Susan Boyd blogs on USYouthSoccer.org every Monday.  A dedicated mother and wife, Susan offers a truly unique perspective into the world of a "Soccer Mom". 

 

Save the Date

Susan Boyd

Spring finds most states are in the midst of their US Youth Soccer State Championships. Winners earn the opportunity to compete in their US Youth Soccer Regional Championships with an eye towards advancing to the National Championships. Unfortunately spring also brings unpredictable weather that disrupts carefully crafted championships schedules. Add to that all the activities that fill April, May and June, prom, finals, graduations, service projects, field trips, bat and bar mitzvahs and confirmations, and you end up with a tangle of frustratingly impossible scheduling.

So far Robbie hasn't played a single State Championship game either as scheduled or completely. Rain storms devastated fields and lightning brought one game to a halt before the 90 minute mark. His team is due to play their final round robin game on Monday, but the weather reports are for rain and lightning, so we hoping for the best and expecting the worst.   That's because once the schedule has to change, team administrators find themselves in an alternate universe called "no way." Any of you who have been team administrators know this land well. 

First you have to send out the email that cancels the game and await the emails that border on accusing you of personally ordering the inclement weather just to mess up everyone's calendar. I liken it to the pilot of a plane announcing that the wings don't seem to be attached properly so the flight to Orlando will be delayed and the majority of people nearly storm the cockpit demanding the plane take off any way. This is the same group who undoubtedly complain that planes should be safer.   The usual reason for cancellation is weather. Sometimes game day is beautiful, but the rain the night before made the fields unplayable, which only makes the howls more strident. 

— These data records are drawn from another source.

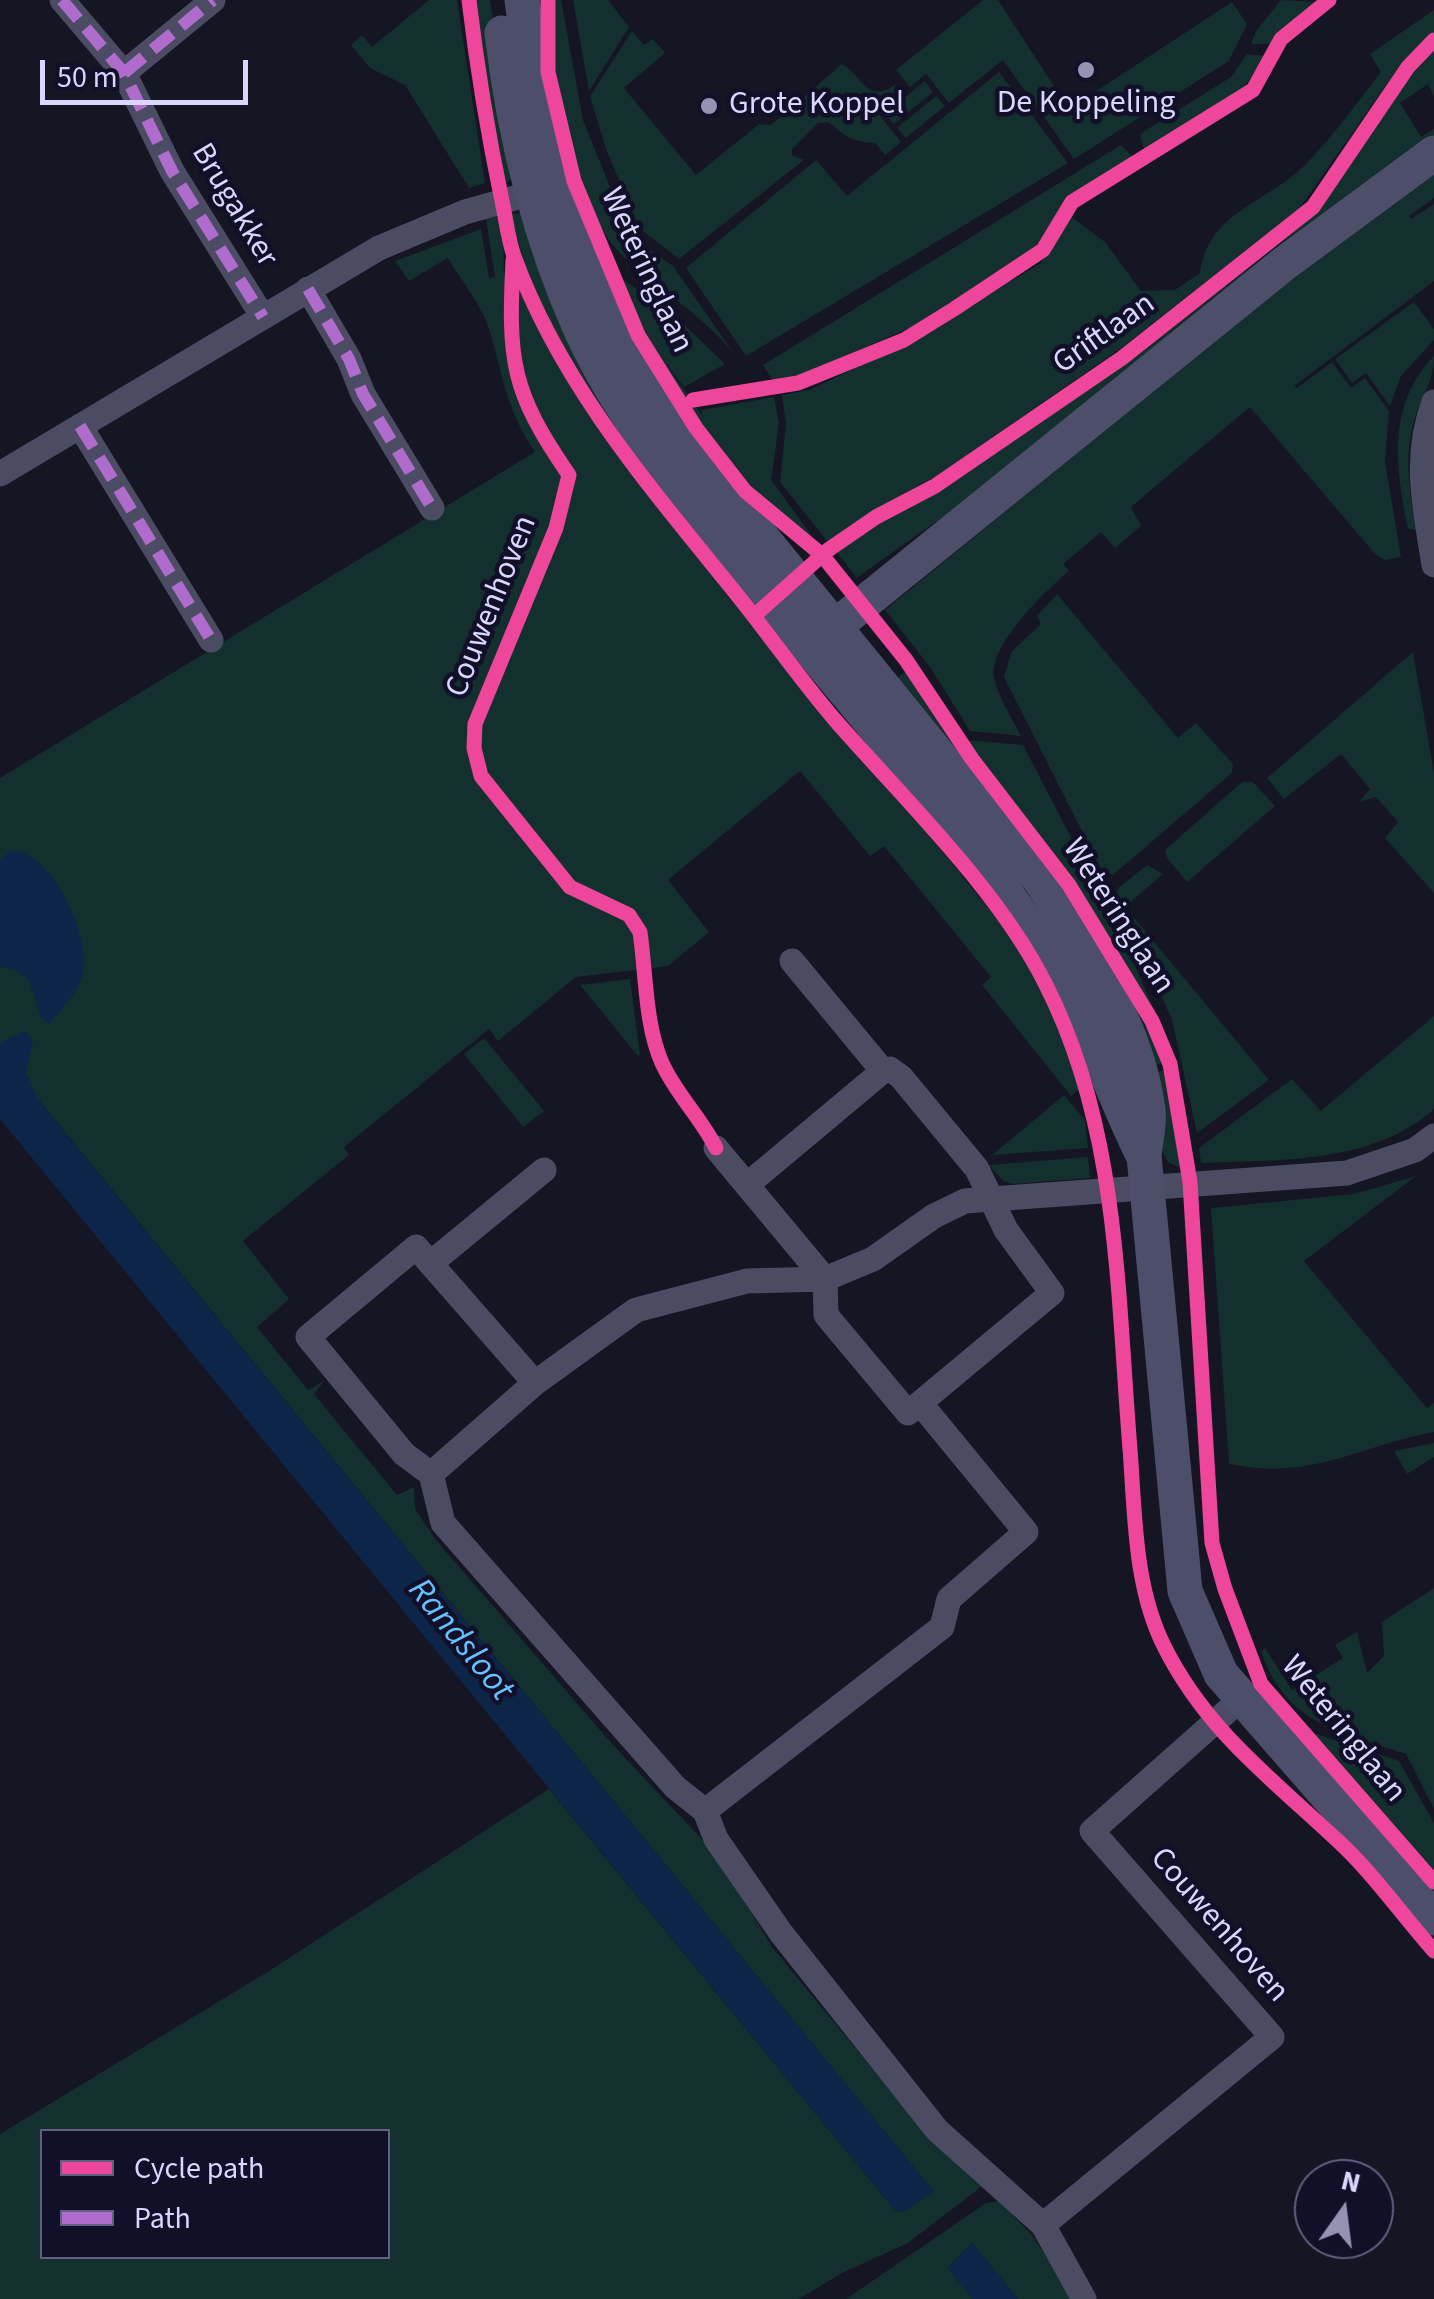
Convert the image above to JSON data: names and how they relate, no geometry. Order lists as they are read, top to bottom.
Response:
{
  "streets": {
    "street": [
      "Brugakker",
      "Weteringlaan",
      "Griftlaan",
      "Couwenhoven"
    ]
  },
  "crossings": [
    ["Brugakker", "Weteringlaan"],
    ["Weteringlaan", "Griftlaan"],
    ["Weteringlaan", "Couwenhoven"]
  ],
  "water": ["Randsloot"],
  "places": ["De Koppeling", "Grote Koppel"],
  "legend": ["Cycle path", "Path"],
  "scale_bar": "50 m",
  "north": "top"
}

Once it all calms down it's time for the reschedule emails. These usually involve first figuring out three or four possible dates for the rematch and then emailing both your team members and the opponents. Trust me, President Carter negotiating the Camp David Accord between Sadat and Begin didn't have as complicated a time as any team administrator trying to reschedule a game. The older the team, the harder it becomes. By high school you are bucking proms, senior trips, graduations, final papers, and finals in general. Since team members attend a variety of schools nothing is parallel so nothing is easy. Plus there are always those teammates who never respond and then, once a date is agreed upon, announce that they can't possibly play that day. When the flurry of emails has settled and a date declared, everyone holds their breath that the weather will cooperate.

Despite these roadblocks, all games manage to be played with minimal input from the State Association level. This speaks to both the flexibility and amiability of soccer managers, coaches, parents and players. People do bend, do compromise, and do facilitate, so that even the most complex, backs-up-against-the-wall deadline gets completed. Soccer can be civil off the field, at least at the youth level.

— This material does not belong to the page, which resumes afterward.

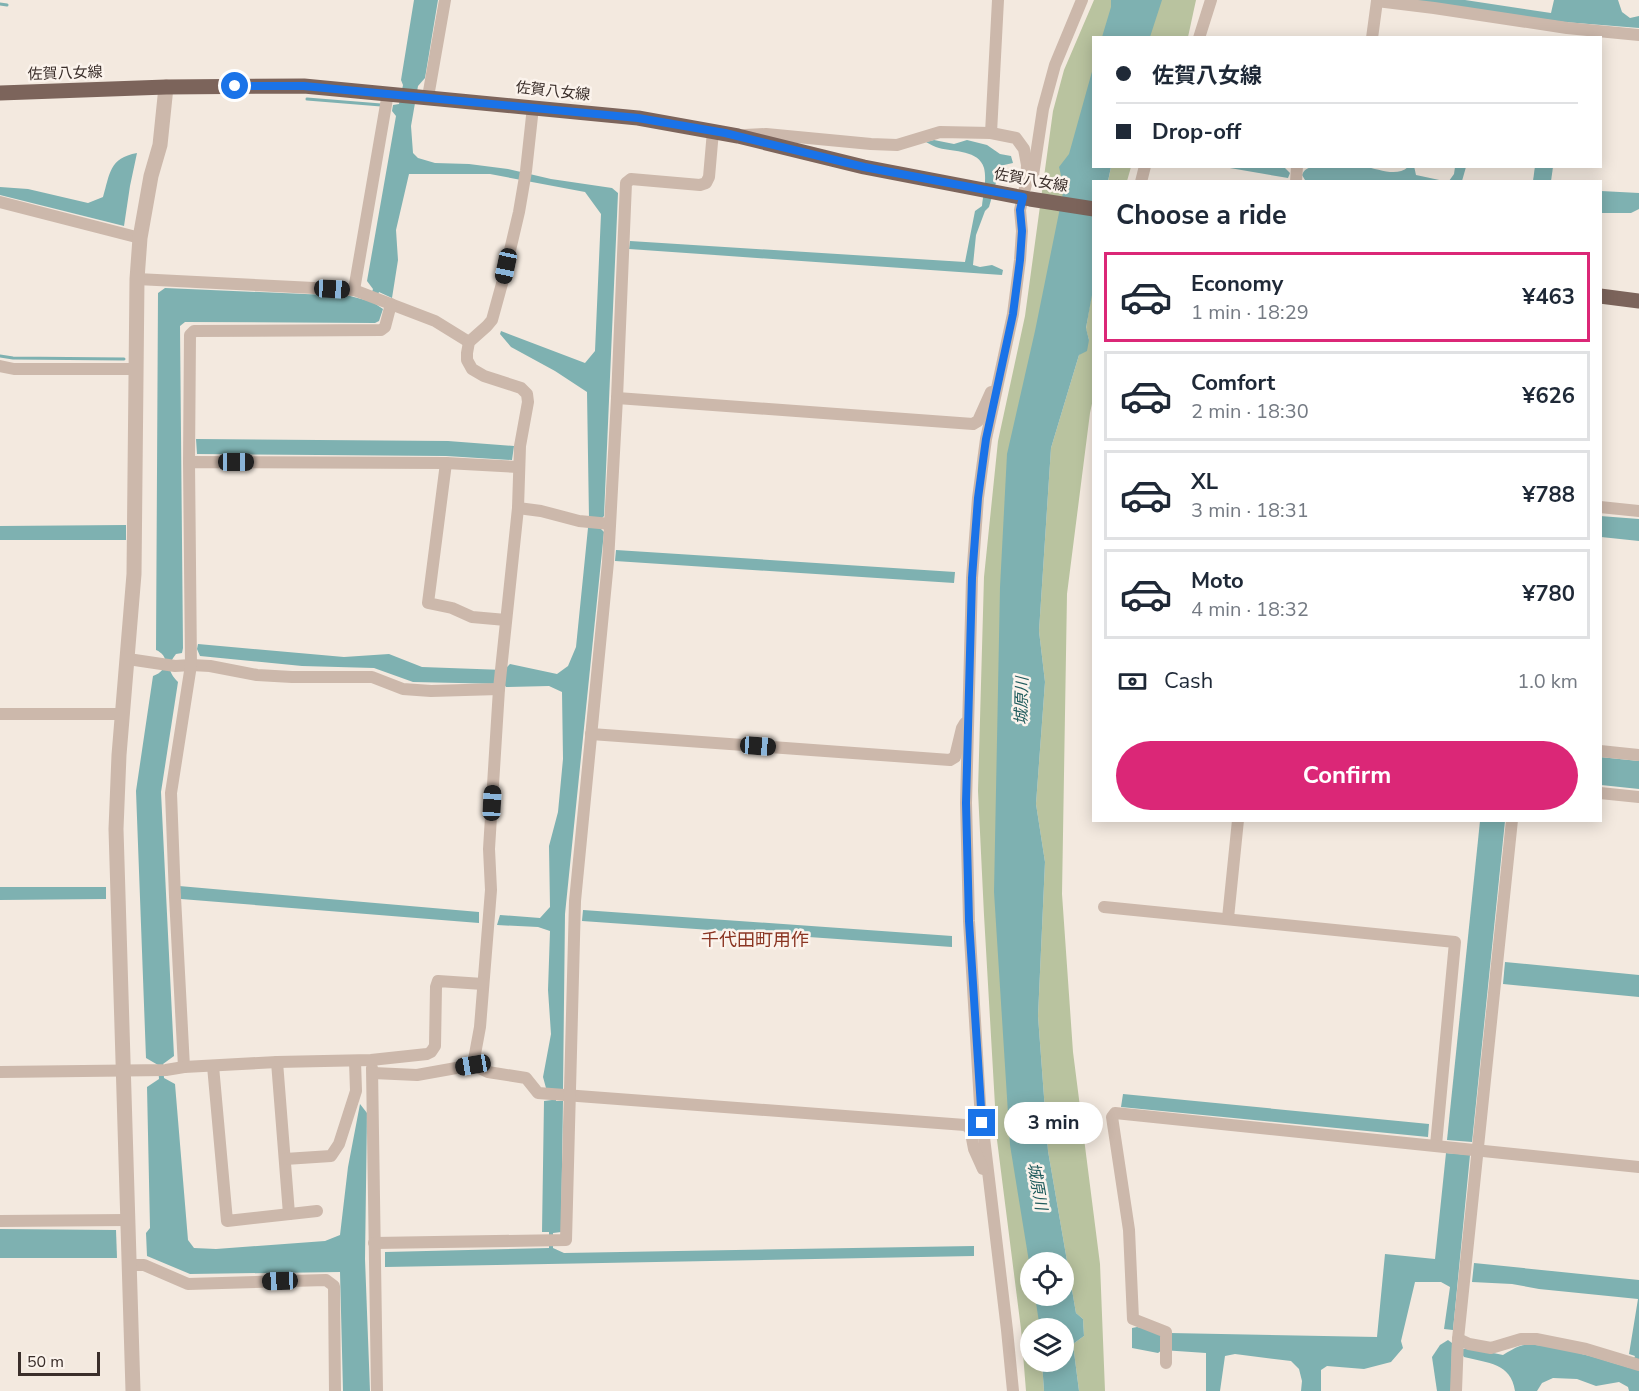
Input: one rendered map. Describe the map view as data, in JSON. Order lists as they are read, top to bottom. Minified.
{"streets":{"main road":["佐賀八女線"]},"districts":["千代田町用作"],"water":["城原川"],"scale_bar":"50 m","page":{"banner":["佐賀八女線","Drop-off"],"heading":"Choose a ride","list":[{"name":"Economy","note":"1 min · 18:29","value":"¥463"},{"name":"Comfort","note":"2 min · 18:30","value":"¥626"},{"name":"XL","note":"3 min · 18:31","value":"¥788"},{"name":"Moto","note":"4 min · 18:32","value":"¥780"}],"pay":["Cash","1.0 km"],"buttons":"Confirm","bubble":"3 min","scale":"50 m"}}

I have to say I love the State Championship. Last year Bryce's team won and went to the US Youth Soccer Region II Championship which was in our backyard down in Rockford, Illinois. This year it's in Sioux Falls, S.D., which would be a wonderful road trip. However, I'm not sure Robbie's team can win this year. They are primarily graduating seniors and as such have little interest in anything that doesn't involve a game console and sleeping late. So motivating them to practice and play isn't always easy. I think Robbie's coach has the patience of Mr. Rogers and the implacability of Ryan Seacrest. Maybe he goes home and throws darts at squirrels to take out his pent up frustration, but on the field he never shows it.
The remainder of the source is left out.